These are some pics taken with a DSLR. 3 were taken by me with our Olympus, the one of Aven jumping was taken by a friend of mine, not sure what her camera is. In each case, there were pics both before and after that were good, but just not that one special one.... Photography is so much easier now (and cheaper LOL, don't like the shot, just delete it from the chip, not like wasting film......)


----------



## Vita (Sep 23, 2017)

Eclipse, love the one especially of her leaping in the air. She makes it look effortless and even has that showoff-y expression of _"Look at me, Mom! I can fly!"_


----------



## galofpink (Mar 14, 2017)

How exciting Vita that you are getting a new (to you) camera! I got a Nikon D3400 (DSLR) around Christmas when a package was on sale. It’s not lightweight per se, but it feels very comfortable and I am loving the shots that it is taking of the dogs. Certainly is relaxing to take the dogs to the field and photo shoot them.

Some recents: 













































Sent from my iPhone using Tapatalk


----------



## Vita (Sep 23, 2017)

Oh wow, except for the 3rd one where you won the January contest, I haven't seen the others. They're really nice; I especially like the one of the pup running through the field. There's just something so cute about doggie ears flopping when they're in action...

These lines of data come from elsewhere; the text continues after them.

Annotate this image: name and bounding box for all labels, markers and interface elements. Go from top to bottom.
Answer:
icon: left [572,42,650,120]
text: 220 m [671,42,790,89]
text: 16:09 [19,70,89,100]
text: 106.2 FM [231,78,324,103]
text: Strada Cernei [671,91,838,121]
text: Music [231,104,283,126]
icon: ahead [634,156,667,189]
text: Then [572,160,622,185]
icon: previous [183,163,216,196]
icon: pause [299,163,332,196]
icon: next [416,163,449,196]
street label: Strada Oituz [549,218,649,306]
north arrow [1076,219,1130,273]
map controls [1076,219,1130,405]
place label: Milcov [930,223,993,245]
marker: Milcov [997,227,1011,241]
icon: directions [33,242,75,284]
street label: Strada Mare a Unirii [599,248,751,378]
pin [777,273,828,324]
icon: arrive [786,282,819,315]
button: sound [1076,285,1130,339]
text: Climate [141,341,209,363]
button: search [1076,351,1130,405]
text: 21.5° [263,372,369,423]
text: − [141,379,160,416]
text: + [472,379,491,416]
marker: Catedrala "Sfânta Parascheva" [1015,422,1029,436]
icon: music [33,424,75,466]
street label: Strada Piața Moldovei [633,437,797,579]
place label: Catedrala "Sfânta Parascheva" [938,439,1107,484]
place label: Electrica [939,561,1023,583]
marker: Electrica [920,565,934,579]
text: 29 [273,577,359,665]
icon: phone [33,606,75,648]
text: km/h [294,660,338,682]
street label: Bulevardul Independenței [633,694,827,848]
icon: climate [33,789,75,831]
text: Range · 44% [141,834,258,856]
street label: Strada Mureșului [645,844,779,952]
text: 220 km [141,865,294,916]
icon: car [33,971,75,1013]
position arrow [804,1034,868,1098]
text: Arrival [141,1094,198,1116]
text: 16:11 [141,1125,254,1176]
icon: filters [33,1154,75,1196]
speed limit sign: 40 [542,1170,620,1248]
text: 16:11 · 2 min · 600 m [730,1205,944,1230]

Meanwhile my daughter called and said she was too exhausted to come today. Darn. She works a full time and a part time job and squeezes in time for friends, so it is what it is. Some time this week we'll do it. I was young once so I can't get mad, and in the meantime I have stuff I can do.

I also found my Adobe Photoshop 13 while tidying up yesterday. I had installed it a couple years ago, was too lazy to read the manual, and went back to my PS v. 4.0. Now I have Bella to take pics of and am nearing retirement, so I _might_ play around with it again this week. Or go through the Samsung manual and YouTube videos some more. Plenty to learn and keep my mind occupied.


----------



## Vita (Sep 23, 2017)

*Got it!*

My daughter, bless her heart, just left, and once again, I have a nice camera. 

Unfortunately, Bella looks like "a skinny rat" so being extra creative in taking pics of her for the next few weeks will continue to be a challenge. I'm up for it.


----------